WHAT THE TASK ASKS:
The job is to find each line of the records below that includes the word "Pedro" and copy it.

INPUT MATERIAL:

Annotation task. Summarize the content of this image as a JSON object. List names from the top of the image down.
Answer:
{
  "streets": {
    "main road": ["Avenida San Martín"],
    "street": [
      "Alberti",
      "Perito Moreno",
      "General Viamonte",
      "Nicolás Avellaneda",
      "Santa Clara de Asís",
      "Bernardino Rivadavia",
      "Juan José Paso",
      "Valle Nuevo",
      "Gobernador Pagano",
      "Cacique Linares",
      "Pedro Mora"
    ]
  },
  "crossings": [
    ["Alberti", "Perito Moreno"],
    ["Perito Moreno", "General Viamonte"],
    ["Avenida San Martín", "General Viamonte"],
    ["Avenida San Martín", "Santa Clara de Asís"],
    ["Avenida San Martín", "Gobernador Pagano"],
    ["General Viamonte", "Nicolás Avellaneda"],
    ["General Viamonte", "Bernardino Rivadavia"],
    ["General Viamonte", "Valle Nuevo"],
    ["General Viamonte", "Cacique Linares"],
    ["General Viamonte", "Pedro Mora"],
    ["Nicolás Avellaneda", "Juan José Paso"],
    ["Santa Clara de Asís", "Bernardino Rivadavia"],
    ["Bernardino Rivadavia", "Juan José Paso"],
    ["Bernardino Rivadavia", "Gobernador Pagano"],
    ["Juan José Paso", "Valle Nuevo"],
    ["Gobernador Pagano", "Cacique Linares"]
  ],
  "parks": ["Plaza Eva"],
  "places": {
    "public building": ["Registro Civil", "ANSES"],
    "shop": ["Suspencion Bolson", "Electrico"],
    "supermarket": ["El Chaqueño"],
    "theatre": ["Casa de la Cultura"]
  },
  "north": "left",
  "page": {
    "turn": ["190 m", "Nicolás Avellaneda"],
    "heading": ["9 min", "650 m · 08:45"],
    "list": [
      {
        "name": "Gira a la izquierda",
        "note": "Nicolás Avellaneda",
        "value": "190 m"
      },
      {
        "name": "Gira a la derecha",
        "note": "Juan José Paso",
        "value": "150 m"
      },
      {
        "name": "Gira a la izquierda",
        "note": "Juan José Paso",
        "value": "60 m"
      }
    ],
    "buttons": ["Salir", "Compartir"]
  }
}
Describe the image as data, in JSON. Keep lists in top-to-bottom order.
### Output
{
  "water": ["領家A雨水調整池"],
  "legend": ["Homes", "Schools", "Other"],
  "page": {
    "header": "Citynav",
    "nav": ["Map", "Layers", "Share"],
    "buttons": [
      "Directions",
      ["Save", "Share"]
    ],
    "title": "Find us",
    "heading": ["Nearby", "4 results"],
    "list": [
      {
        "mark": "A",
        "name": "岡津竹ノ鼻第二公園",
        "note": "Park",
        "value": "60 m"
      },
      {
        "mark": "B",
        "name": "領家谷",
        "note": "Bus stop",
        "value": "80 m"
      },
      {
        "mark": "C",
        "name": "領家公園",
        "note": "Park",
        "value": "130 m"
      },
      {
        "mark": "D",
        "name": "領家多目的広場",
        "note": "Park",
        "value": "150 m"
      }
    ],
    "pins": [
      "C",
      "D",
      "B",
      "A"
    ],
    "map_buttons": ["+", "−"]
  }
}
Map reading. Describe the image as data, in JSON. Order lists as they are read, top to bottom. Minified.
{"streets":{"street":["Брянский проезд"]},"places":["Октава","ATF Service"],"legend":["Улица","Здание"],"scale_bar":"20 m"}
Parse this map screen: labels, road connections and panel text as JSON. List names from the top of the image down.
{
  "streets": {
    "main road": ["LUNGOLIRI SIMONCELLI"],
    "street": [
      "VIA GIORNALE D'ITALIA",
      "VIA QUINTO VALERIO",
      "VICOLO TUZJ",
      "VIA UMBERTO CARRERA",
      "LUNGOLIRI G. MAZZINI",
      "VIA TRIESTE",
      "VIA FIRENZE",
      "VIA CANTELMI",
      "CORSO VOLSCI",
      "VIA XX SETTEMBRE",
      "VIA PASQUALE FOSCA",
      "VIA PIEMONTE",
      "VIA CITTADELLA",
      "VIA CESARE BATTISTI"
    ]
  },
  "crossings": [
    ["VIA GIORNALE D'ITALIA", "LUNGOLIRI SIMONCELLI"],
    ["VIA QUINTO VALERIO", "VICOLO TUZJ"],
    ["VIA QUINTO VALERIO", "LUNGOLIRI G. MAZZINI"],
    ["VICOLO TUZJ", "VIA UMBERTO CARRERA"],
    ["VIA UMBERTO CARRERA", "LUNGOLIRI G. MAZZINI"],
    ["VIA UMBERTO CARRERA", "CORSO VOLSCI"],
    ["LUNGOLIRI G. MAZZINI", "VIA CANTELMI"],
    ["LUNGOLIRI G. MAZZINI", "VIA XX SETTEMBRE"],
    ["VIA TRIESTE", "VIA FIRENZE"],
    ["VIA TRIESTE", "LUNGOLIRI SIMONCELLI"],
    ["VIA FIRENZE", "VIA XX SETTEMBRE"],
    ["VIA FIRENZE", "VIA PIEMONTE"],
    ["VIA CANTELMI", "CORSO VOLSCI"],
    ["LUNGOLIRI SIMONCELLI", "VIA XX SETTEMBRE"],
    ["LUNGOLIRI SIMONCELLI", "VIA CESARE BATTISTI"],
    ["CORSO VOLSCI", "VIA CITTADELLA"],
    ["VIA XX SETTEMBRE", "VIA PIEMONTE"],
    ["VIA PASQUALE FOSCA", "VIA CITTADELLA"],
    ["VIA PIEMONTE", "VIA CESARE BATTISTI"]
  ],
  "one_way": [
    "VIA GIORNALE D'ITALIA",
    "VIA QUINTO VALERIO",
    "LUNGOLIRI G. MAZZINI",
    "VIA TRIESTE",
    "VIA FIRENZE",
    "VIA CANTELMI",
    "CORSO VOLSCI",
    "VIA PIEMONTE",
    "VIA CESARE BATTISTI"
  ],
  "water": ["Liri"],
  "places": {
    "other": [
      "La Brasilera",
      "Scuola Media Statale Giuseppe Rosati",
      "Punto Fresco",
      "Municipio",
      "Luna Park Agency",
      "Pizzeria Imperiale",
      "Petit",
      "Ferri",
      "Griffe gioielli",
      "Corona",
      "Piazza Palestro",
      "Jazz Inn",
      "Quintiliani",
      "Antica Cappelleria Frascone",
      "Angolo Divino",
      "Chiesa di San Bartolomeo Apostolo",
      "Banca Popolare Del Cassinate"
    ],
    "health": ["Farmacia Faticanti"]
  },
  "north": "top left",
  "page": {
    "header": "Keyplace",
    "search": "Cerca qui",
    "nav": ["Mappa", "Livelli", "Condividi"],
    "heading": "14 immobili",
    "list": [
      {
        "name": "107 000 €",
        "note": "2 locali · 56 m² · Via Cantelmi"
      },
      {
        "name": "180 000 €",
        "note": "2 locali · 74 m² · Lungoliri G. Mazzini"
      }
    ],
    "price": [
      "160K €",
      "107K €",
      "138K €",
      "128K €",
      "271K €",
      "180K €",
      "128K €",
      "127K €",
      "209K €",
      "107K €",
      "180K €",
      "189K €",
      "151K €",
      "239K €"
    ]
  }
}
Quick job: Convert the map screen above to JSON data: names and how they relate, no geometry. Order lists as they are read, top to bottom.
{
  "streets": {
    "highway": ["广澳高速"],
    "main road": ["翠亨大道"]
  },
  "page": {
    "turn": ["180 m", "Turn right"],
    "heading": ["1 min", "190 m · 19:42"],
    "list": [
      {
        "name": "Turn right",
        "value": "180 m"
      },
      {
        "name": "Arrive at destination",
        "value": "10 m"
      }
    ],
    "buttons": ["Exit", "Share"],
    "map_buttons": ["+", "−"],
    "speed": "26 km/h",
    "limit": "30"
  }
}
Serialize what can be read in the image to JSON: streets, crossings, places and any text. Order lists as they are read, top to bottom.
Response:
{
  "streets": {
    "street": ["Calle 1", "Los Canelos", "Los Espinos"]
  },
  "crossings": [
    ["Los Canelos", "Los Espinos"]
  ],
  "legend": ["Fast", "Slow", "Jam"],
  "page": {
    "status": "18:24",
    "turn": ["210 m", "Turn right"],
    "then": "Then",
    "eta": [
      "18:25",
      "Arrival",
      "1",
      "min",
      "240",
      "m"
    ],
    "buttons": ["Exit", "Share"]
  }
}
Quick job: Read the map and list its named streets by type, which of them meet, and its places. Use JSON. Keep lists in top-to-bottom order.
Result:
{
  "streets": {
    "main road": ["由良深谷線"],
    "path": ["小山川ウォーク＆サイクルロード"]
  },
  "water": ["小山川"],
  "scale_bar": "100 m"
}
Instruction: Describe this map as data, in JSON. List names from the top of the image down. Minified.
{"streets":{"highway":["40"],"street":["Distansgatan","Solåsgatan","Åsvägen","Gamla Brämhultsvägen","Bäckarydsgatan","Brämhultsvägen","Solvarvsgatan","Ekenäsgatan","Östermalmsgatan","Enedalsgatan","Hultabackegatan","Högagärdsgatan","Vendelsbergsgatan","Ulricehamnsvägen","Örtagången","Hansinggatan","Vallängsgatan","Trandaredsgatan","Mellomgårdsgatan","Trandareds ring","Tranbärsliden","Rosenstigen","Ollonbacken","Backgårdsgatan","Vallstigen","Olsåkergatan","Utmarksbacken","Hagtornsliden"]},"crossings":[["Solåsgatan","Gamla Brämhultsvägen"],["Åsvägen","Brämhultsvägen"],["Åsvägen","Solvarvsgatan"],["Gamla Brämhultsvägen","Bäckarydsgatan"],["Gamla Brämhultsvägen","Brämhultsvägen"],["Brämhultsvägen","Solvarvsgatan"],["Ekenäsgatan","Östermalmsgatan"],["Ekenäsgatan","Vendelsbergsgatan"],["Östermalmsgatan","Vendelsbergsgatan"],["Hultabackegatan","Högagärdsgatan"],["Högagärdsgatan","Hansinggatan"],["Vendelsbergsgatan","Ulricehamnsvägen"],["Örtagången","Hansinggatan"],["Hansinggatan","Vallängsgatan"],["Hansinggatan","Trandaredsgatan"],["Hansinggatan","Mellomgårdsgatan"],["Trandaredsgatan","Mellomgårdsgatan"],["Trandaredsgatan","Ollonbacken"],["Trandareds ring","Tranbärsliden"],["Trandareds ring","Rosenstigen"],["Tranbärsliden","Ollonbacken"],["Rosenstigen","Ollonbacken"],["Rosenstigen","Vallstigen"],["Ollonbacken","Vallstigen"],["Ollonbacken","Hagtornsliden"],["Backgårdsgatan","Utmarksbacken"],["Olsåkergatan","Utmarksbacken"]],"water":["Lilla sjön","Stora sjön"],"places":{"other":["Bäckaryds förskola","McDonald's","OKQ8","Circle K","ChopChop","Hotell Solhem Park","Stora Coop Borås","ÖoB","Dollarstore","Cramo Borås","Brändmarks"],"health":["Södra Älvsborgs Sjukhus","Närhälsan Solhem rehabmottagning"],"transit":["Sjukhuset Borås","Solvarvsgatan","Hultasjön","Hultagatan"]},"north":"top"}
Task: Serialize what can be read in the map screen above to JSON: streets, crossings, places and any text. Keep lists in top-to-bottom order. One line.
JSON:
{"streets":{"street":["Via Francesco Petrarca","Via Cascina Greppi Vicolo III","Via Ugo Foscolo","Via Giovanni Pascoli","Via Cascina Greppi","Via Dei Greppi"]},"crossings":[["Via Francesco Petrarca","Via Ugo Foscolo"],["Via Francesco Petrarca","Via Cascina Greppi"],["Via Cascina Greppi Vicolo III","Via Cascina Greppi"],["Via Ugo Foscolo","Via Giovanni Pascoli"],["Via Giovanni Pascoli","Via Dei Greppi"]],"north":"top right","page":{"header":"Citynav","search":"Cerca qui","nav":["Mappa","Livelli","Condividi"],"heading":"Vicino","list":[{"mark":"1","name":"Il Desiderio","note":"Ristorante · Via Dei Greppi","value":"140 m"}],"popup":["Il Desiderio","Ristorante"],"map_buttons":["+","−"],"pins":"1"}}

SOLUTION FOR THIS PROBLEM:
      "Pedro Mora"
    ["General Viamonte", "Pedro Mora"],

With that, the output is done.